• Data records:
---+---

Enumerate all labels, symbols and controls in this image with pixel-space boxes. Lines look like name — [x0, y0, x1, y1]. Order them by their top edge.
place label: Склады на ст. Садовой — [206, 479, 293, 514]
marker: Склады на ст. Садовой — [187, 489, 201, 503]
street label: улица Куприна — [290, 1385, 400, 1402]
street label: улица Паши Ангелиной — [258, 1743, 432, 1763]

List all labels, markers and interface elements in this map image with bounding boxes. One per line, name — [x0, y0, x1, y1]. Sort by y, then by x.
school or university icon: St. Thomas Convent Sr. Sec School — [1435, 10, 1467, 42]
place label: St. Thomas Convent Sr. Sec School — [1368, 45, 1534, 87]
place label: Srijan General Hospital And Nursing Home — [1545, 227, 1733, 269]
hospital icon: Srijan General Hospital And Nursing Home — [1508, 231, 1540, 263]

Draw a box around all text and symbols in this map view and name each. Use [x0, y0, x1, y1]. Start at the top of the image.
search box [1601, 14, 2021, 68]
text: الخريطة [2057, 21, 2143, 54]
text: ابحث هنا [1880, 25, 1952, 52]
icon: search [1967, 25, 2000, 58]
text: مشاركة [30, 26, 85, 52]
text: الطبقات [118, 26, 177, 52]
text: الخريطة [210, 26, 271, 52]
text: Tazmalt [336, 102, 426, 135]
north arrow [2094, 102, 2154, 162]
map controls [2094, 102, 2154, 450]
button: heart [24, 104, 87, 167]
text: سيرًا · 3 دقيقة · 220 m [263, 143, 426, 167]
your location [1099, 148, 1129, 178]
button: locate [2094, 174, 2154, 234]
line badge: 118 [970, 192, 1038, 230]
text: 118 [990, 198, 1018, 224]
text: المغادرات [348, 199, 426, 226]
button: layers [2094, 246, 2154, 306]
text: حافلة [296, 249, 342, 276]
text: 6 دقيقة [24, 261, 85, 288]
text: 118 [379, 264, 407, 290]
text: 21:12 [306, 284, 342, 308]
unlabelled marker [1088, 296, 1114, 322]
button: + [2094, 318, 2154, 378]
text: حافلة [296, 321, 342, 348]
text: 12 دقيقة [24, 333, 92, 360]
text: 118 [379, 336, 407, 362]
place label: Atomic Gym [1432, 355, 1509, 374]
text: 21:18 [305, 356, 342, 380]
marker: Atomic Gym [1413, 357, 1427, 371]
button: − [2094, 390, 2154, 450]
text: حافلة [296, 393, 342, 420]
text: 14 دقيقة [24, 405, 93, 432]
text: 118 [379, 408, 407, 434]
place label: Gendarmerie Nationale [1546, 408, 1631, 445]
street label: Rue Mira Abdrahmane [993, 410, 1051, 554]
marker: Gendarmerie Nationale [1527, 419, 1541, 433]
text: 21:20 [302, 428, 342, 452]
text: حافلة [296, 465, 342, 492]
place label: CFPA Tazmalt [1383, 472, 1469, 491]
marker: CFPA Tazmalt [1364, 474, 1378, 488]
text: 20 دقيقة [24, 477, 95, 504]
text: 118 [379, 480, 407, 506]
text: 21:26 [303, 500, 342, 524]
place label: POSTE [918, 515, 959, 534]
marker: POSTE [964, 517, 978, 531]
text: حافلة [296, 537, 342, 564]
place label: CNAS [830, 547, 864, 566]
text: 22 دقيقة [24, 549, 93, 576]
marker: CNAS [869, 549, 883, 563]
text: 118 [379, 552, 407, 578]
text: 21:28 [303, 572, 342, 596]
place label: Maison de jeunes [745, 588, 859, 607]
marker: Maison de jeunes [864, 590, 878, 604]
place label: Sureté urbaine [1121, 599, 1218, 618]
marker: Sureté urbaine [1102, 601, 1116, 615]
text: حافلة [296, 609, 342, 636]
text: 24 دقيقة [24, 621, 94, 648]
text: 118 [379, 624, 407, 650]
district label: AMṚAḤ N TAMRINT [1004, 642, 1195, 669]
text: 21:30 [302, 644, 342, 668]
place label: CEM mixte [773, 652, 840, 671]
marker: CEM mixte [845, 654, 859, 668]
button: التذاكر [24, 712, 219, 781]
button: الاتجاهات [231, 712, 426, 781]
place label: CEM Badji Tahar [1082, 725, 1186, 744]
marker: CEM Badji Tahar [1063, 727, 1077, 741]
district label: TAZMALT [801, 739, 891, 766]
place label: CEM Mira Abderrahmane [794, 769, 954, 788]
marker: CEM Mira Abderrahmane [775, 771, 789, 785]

---+---

• Exercise:
Full transcription, please: every entry, exactly as written.

• Finished exercise:
Enumerate all labels, symbols and controls in this image with pixel-space boxes. Lines look like name — [x0, y0, x1, y1]. Order them by their top edge.
place label: Склады на ст. Садовой — [206, 479, 293, 514]
marker: Склады на ст. Садовой — [187, 489, 201, 503]
street label: улица Куприна — [290, 1385, 400, 1402]
street label: улица Паши Ангелиной — [258, 1743, 432, 1763]

List all labels, markers and interface elements in this map image with bounding boxes. One per line, name — [x0, y0, x1, y1]. Sort by y, then by x.
school or university icon: St. Thomas Convent Sr. Sec School — [1435, 10, 1467, 42]
place label: St. Thomas Convent Sr. Sec School — [1368, 45, 1534, 87]
place label: Srijan General Hospital And Nursing Home — [1545, 227, 1733, 269]
hospital icon: Srijan General Hospital And Nursing Home — [1508, 231, 1540, 263]

Draw a box around all text and symbols in this map view and name each. Use [x0, y0, x1, y1]. Start at the top of the image.
search box [1601, 14, 2021, 68]
text: الخريطة [2057, 21, 2143, 54]
text: ابحث هنا [1880, 25, 1952, 52]
icon: search [1967, 25, 2000, 58]
text: مشاركة [30, 26, 85, 52]
text: الطبقات [118, 26, 177, 52]
text: الخريطة [210, 26, 271, 52]
text: Tazmalt [336, 102, 426, 135]
north arrow [2094, 102, 2154, 162]
map controls [2094, 102, 2154, 450]
button: heart [24, 104, 87, 167]
text: سيرًا · 3 دقيقة · 220 m [263, 143, 426, 167]
your location [1099, 148, 1129, 178]
button: locate [2094, 174, 2154, 234]
line badge: 118 [970, 192, 1038, 230]
text: 118 [990, 198, 1018, 224]
text: المغادرات [348, 199, 426, 226]
button: layers [2094, 246, 2154, 306]
text: حافلة [296, 249, 342, 276]
text: 6 دقيقة [24, 261, 85, 288]
text: 118 [379, 264, 407, 290]
text: 21:12 [306, 284, 342, 308]
unlabelled marker [1088, 296, 1114, 322]
button: + [2094, 318, 2154, 378]
text: حافلة [296, 321, 342, 348]
text: 12 دقيقة [24, 333, 92, 360]
text: 118 [379, 336, 407, 362]
place label: Atomic Gym [1432, 355, 1509, 374]
text: 21:18 [305, 356, 342, 380]
marker: Atomic Gym [1413, 357, 1427, 371]
button: − [2094, 390, 2154, 450]
text: حافلة [296, 393, 342, 420]
text: 14 دقيقة [24, 405, 93, 432]
text: 118 [379, 408, 407, 434]
place label: Gendarmerie Nationale [1546, 408, 1631, 445]
street label: Rue Mira Abdrahmane [993, 410, 1051, 554]
marker: Gendarmerie Nationale [1527, 419, 1541, 433]
text: 21:20 [302, 428, 342, 452]
text: حافلة [296, 465, 342, 492]
place label: CFPA Tazmalt [1383, 472, 1469, 491]
marker: CFPA Tazmalt [1364, 474, 1378, 488]
text: 20 دقيقة [24, 477, 95, 504]
text: 118 [379, 480, 407, 506]
text: 21:26 [303, 500, 342, 524]
place label: POSTE [918, 515, 959, 534]
marker: POSTE [964, 517, 978, 531]
text: حافلة [296, 537, 342, 564]
place label: CNAS [830, 547, 864, 566]
text: 22 دقيقة [24, 549, 93, 576]
marker: CNAS [869, 549, 883, 563]
text: 118 [379, 552, 407, 578]
text: 21:28 [303, 572, 342, 596]
place label: Maison de jeunes [745, 588, 859, 607]
marker: Maison de jeunes [864, 590, 878, 604]
place label: Sureté urbaine [1121, 599, 1218, 618]
marker: Sureté urbaine [1102, 601, 1116, 615]
text: حافلة [296, 609, 342, 636]
text: 24 دقيقة [24, 621, 94, 648]
text: 118 [379, 624, 407, 650]
district label: AMṚAḤ N TAMRINT [1004, 642, 1195, 669]
text: 21:30 [302, 644, 342, 668]
place label: CEM mixte [773, 652, 840, 671]
marker: CEM mixte [845, 654, 859, 668]
button: التذاكر [24, 712, 219, 781]
button: الاتجاهات [231, 712, 426, 781]
place label: CEM Badji Tahar [1082, 725, 1186, 744]
marker: CEM Badji Tahar [1063, 727, 1077, 741]
district label: TAZMALT [801, 739, 891, 766]
place label: CEM Mira Abderrahmane [794, 769, 954, 788]
marker: CEM Mira Abderrahmane [775, 771, 789, 785]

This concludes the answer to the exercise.